**WHAT YOU ARE ASKED TO DO**.
Retype only the lines that run from the top of the material below to the line bearing "position:absolute; right:18px; bottom:18px;", inclusive, and keep the pictures out.

**INPUT FOR THIS TASK**.
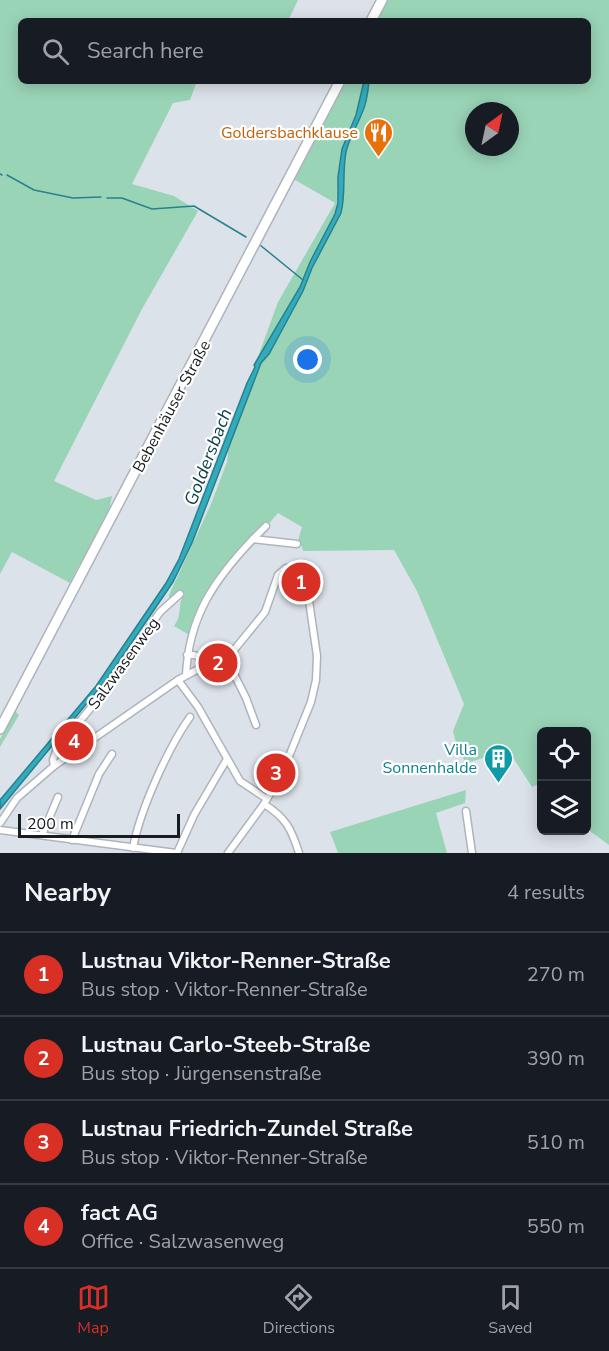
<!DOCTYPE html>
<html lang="en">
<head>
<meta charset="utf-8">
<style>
  body { margin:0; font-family:"Nunito Sans",sans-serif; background:#242831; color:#f1f3f6 }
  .controls { position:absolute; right:18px; bottom:18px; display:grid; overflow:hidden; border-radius:9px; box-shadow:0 3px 15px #0003 }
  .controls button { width:54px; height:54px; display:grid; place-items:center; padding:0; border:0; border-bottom:2px solid #363941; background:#171b24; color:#f1f3f6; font:30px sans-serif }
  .compass { position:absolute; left:465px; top:102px; width:54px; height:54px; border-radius:50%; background:#171b24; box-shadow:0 3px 15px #0003; rotate:33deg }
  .scale { position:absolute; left:18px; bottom:15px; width:162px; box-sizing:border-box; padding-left:6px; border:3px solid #191b1e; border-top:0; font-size:16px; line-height:21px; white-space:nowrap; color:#191b1e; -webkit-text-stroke:4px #fff; paint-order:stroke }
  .you { position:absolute; left:308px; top:360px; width:21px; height:21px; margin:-15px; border:4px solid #fff; border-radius:50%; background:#1a73e8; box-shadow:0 0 0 9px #1a73e833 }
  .badge { display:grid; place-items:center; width:39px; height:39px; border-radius:50%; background:#d93025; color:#fff; font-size:20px; font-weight:700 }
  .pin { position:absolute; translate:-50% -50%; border:3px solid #fff; box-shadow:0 2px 6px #0006 }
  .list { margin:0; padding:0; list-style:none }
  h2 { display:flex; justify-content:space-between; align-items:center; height:78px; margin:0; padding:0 24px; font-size:26px }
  h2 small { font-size:20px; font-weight:400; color:#9ea1a6 }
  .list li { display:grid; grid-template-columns:39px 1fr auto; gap:18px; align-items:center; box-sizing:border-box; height:84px; padding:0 24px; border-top:2px solid #363941 }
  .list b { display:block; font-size:22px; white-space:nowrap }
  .list p { margin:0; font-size:20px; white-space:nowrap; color:#9ea1a6 }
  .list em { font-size:20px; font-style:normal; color:#9ea1a6 }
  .icon { flex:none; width:33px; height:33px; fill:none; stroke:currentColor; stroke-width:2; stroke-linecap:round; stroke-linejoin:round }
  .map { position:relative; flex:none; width:609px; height:853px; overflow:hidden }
  .search { position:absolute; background:#171b24; box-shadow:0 3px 15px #0003; left:18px; right:18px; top:18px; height:66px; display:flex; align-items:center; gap:15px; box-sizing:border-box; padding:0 21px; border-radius:9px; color:#9ea1a6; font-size:22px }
  .sheet { height:414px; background:#171b24 }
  nav { display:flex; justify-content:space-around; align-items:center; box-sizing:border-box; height:84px; border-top:2px solid #363941; background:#171b24; font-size:16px; color:#9ea1a6 }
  nav a { display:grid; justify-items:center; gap:3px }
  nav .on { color:#d93025 }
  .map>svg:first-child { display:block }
  .green { fill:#9ad4b7; fill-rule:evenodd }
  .water { fill:#32abbc; stroke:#2a808d; stroke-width:1.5 }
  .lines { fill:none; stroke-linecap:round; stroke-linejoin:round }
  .stream { stroke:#2a808d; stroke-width:1.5 }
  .street-casing { stroke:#afb4bc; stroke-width:9 }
  .secondary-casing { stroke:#afb4bc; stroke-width:12 }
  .street { stroke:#fff; stroke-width:6 }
  .secondary { stroke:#fff; stroke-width:9 }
  .labels { text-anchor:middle; stroke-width:4.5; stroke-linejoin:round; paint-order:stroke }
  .food-label { font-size:16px; fill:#c56008; stroke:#fff; text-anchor:end }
  .street-label { font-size:16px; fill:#191b1e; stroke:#fff }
  .culture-label { font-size:16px; fill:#0d838f; stroke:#fff; text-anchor:end }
  .water-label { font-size:18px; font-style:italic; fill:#0d4249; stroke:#fff }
</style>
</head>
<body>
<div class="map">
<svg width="609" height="853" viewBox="0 0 609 853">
  <rect width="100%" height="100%" fill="#dce2e9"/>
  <g class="green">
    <path d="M0,0H298L288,21C279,21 260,18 253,21H21V81H197L190,100L173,103L132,184L174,196L198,211L142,309L54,481L96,500L112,496L108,516L83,563L79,565L70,583L12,552L0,574Z"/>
    <path d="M383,0H609V845L587,829L586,732H542L541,783L532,787L508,750L470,762L468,768L456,743L453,731L464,704L417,591L394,550L303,551L302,546L297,544L302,527L278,513L211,591L191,636L174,626C183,613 177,608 183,596L179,593L169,599V595L211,504L227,462L230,433L278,302L335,203L290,177L340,81H588V21H372ZM474,111H510V147H474Z"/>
    <polygon points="15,711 19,715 0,747 0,739"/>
    <polygon points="466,790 465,803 436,813 447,853 338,853 330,832"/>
  </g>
  <path class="water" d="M364,81H369C368,92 367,103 362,113C357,126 349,138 346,152C342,172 346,194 341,213L312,268L303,291L269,354L261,363L192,543L173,582L107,679L0,809V800L96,686L166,583L179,559L247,383L255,367L254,365L300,287L310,262L335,214L338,203V177L342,149L356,115Z"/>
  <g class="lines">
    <g class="stream">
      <polyline points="0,174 2,175"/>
      <polyline points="7,175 34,190 73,198 101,197"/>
      <polyline points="107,198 122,198 152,209 194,206 246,237"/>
      <polyline points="260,245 303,280"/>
    </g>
    <defs>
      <g id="street">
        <polyline points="253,539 266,526"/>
        <path d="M187,655C197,654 202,657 204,667"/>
        <polyline points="225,656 246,698 256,725"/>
        <path d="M186,675C189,617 213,581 253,539L297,544"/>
        <polyline points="178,680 198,707 240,781 267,799"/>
        <polyline points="54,766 53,760 57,749 108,687 160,612 180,594"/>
        <path d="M264,804C286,818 291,828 299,853"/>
        <polyline points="466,811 472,853"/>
        <polyline points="0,823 17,798 54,766 178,680 234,650 265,612 278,575 286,568 292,568 297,569 306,580 317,656 316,680 311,702 281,776 264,804 228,853"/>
        <polyline points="0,830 176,853"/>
        <polyline points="42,835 58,797"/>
        <polyline points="72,840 99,774 112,754"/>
        <path d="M133,848C140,810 168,748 190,717"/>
        <polyline points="177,853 194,815 227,759"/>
      </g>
      <g id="secondary">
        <polyline points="371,21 382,0"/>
        <polyline points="0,729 340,81"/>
      </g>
    </defs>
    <use href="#street" class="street-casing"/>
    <use href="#secondary" class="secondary-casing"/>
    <use href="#street" class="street"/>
    <use href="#secondary" class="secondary"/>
  </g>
  <defs>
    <symbol id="restaurant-pin" viewBox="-11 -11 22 30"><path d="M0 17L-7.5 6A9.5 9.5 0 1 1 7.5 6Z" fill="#e8710a" stroke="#fff"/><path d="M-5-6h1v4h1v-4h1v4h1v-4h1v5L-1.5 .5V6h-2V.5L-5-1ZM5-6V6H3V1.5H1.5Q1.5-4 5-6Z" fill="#fff"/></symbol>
    <symbol id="building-pin" viewBox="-11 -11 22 30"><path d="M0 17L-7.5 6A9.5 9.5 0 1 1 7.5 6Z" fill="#0f9aa8" stroke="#fff"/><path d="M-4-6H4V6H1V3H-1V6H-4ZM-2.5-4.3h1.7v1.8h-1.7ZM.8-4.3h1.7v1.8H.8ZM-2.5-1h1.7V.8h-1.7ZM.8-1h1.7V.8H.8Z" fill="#fff"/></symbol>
  </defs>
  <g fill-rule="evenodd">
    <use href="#restaurant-pin" x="362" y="116" width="33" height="45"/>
    <use href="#building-pin" x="482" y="742" width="33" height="45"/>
  </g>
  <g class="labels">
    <g class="food-label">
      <text x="358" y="138">Goldersbachklause</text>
    </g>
    <g class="street-label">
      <text transform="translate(171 406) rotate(-62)" y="6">Bebenhäuser Straße</text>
      <text transform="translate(123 663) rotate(-54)" y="6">Salzwasenweg</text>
    </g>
    <g class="culture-label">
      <text x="477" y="755">Villa<tspan x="477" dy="18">Sonnenhalde</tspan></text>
    </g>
    <g class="water-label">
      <text transform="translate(208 457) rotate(-69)" y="6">Goldersbach</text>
    </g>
  </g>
</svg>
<div class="controls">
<button><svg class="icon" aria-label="locate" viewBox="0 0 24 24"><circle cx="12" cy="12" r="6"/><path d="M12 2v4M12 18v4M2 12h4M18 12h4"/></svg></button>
<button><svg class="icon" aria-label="layers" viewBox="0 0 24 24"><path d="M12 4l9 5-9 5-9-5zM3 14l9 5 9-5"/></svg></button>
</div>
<svg class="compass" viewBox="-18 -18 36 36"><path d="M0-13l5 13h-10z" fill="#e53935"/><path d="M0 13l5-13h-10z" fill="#9ea1a6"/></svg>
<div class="scale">200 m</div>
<div class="you"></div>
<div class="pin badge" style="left:301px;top:582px">1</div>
<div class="pin badge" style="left:218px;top:663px">2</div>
<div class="pin badge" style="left:276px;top:773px">3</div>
<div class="pin badge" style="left:74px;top:741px">4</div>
<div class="search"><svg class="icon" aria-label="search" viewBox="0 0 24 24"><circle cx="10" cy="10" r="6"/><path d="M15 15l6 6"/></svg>Search here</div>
</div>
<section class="sheet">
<h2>Nearby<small>4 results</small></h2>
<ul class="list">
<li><span class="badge">1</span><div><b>Lustnau Viktor-Renner-Straße</b><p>Bus stop · Viktor-Renner-Straße</p></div><em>270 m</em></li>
<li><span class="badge">2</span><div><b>Lustnau Carlo-Steeb-Straße</b><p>Bus stop · Jürgensenstraße</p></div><em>390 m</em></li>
<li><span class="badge">3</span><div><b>Lustnau Friedrich-Zundel Straße</b><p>Bus stop · Viktor-Renner-Straße</p></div><em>510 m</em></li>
<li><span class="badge">4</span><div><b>fact AG</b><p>Office · Salzwasenweg</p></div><em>550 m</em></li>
</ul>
</section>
<nav>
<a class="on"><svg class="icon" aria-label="map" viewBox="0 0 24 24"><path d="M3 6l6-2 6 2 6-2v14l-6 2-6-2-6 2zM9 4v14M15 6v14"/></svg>Map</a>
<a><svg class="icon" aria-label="directions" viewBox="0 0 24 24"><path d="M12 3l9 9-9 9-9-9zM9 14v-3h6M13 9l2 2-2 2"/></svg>Directions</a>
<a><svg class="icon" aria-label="saved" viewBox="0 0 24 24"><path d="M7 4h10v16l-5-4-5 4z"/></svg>Saved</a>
</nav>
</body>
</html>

**RESULT**.
<!DOCTYPE html>
<html lang="en">
<head>
<meta charset="utf-8">
<style>
  body { margin:0; font-family:"Nunito Sans",sans-serif; background:#242831; color:#f1f3f6 }
  .controls { position:absolute; right:18px; bottom:18px; display:grid; overflow:hidden; border-radius:9px; box-shadow:0 3px 15px #0003 }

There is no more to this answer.